Well I´d say if you don´t want to eat cow, pork or chicken, then you should gradually stop consuming those, while increasing your daily vegetable intake, and actually you are right, if you eat nothing but vegetables you miss out on some essential nutrients, so you should definetely eat fish, any kind, since it containts proteins and essential fatty acids.

I´m a med student and it´s kind of sad when at the hospital I see people (mostly women) who want to get thinner or people who think eating meat is wrong, with severe conditions due to the lack of some nutrients.

So please take it slow, your body has been used to some metabolic routes for a very long time and it will take some time to change the routes that will be used.


----------



## alexmurphy (Apr 18, 2010)

rvai said:


> Well I´d say if you don´t want to eat cow, pork or chicken, then you should gradually stop consuming those, while increasing your daily vegetable intake, and actually you are right, if you eat nothing but vegetables you miss out on some essential nutrients, so you should definetely eat fish, any kind, since it containts proteins and essential fatty acids.
> 
> I´m a med student and it´s kind of sad when at the hospital I see people (mostly women) who want to get thinner or people who think eating meat is wrong, with severe conditions due to the lack of some nutrients.
> 
> So please take it slow, your body has been used to some metabolic routes for a very long time and it will take some time to change the routes that will be used.



well for me, being vegetarian implies that i dont eat fish either.
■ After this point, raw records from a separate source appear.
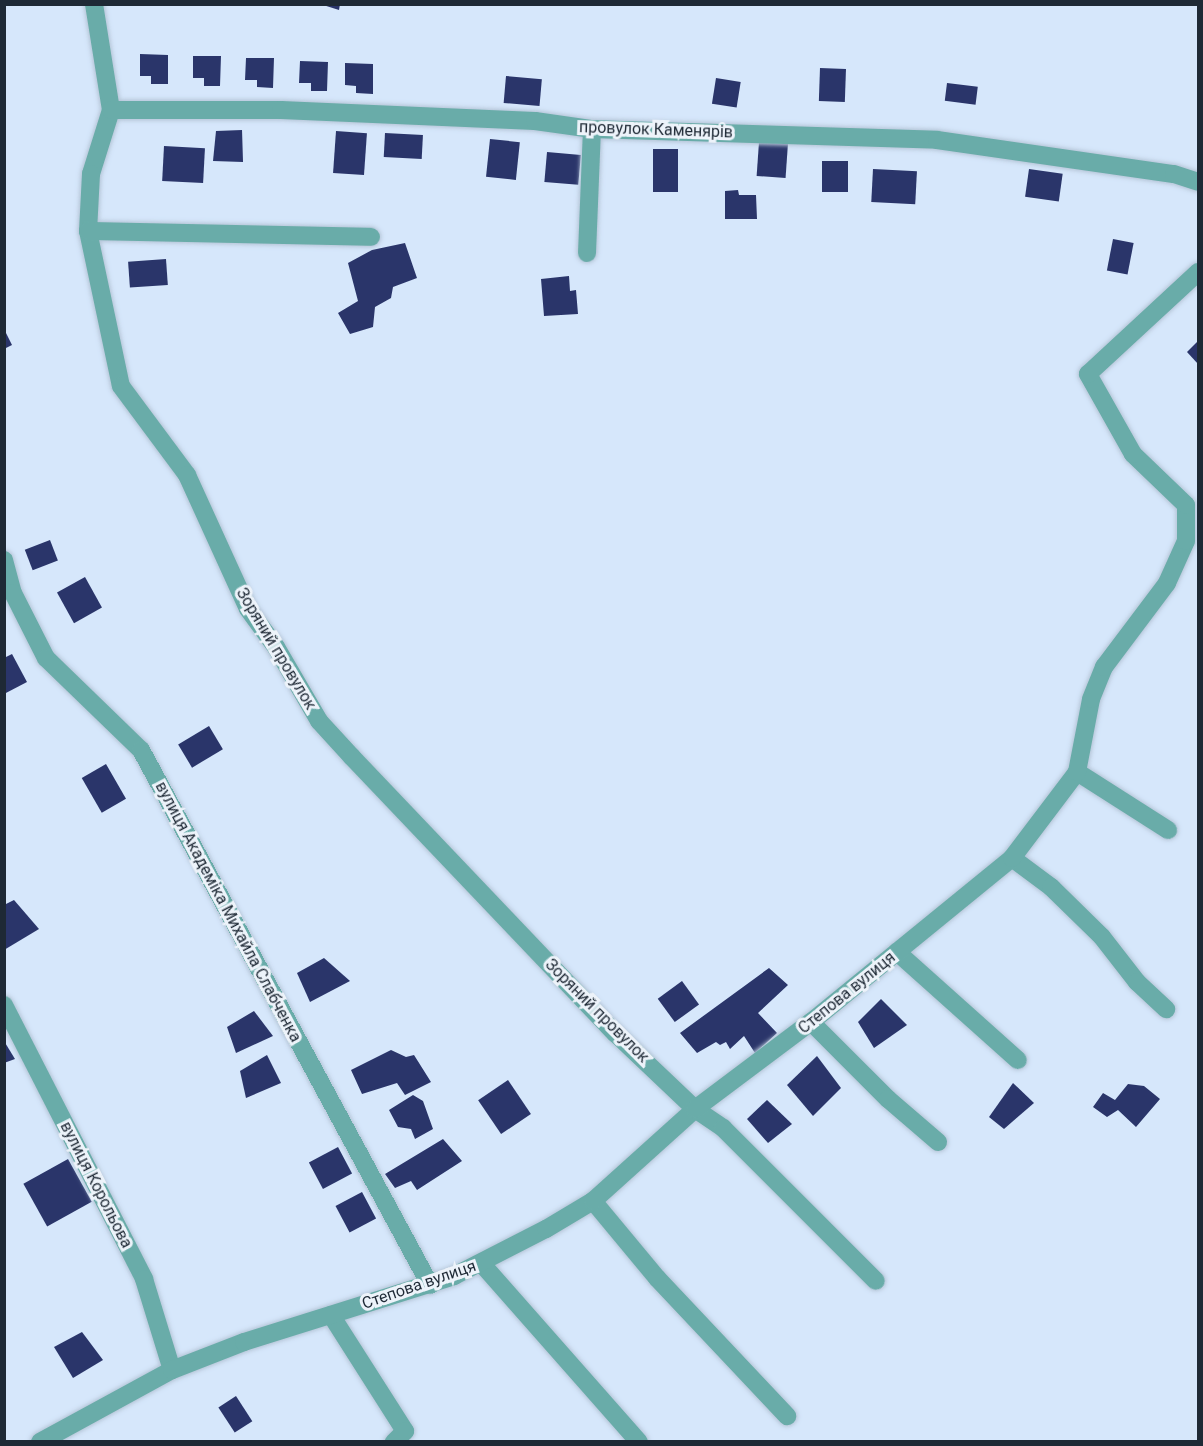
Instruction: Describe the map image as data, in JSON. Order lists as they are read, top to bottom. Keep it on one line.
{"streets":{"street":["провулок Каменярів","Зоряний провулок","вулиця Академіка Михайла Слабченка","Степова вулиця","вулиця Корольова"]},"crossings":[["провулок Каменярів","Зоряний провулок"],["Зоряний провулок","Степова вулиця"],["вулиця Академіка Михайла Слабченка","Степова вулиця"],["Степова вулиця","вулиця Корольова"]]}
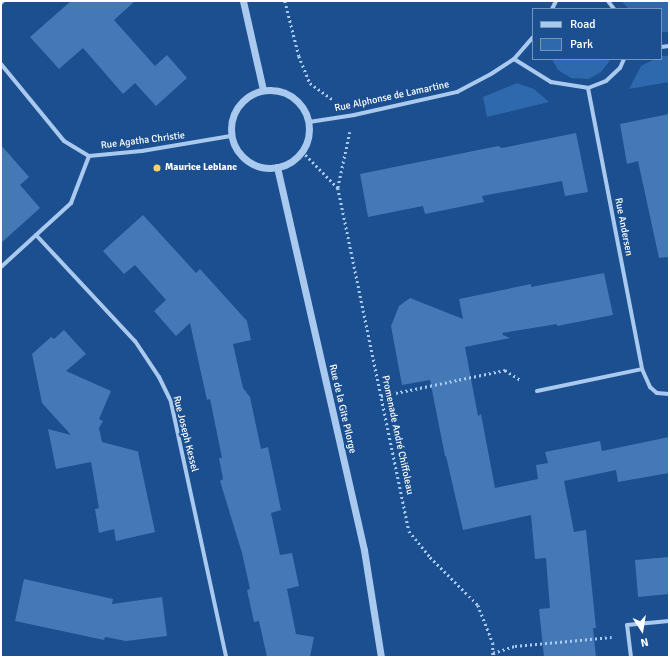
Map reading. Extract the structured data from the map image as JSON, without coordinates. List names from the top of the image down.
{
  "streets": {
    "street": [
      "Rue Alphonse de Lamartine",
      "Rue Agatha Christie",
      "Rue Andersen",
      "Rue de la Gite Pilorge",
      "Rue Joseph Kessel"
    ],
    "path": ["Promenade André Chiffoleau"]
  },
  "crossings": [
    ["Rue Alphonse de Lamartine", "Rue Agatha Christie"],
    ["Rue Alphonse de Lamartine", "Rue de la Gite Pilorge"],
    ["Rue Agatha Christie", "Rue de la Gite Pilorge"]
  ],
  "places": ["Maurice Leblanc"],
  "legend": ["Road", "Park"],
  "north": "bottom"
}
For me, vegetarian means you dont eat anything that used to be an animal. 

I'm definitely not rushing into this, i have been pondering this since about this time last year. 

if i dont eat any meat though, is there a way i can still take pills or something to get those nutrients?


----------



## Bevo (Apr 18, 2010)

I have been a Veggie for most of my life even when i ate meat when I was younger. I just don't like meat because of the health and the food poisining issue. Had it a couple times and my dad has heart disiease.

Best thing to do is start to do one day a week totaly veg, just like you want to do. You can also start changing dinners to all veg and keep the lunch and breakfast normal.
You will find the less you eat the less you want and that is because your body is getting used to it.
Take it slow and try the veggie cookbooks to see whats out there.

I eat fish only and that is not every day, I use Canada's West Coast Salmon or localy caught fresh fish.
I also eat egg white protien which helps to keep the weight on.

You sound like you want to go Vegan and that is brutal, not much to eat if you go out lots of hard food choices and many hungry days.
The worst part is you will get fed up of the same food all the time, make it a plan to try all the ethnic foods you can, variety is now your spice of life.

I play hockey and used to race Motocross and Road bicycles and going without fish or some egg protien really made we weak.
Over the last few months I have been not eating any egg or fish and now I am paying the price. I have lost weight and strength and that not cool.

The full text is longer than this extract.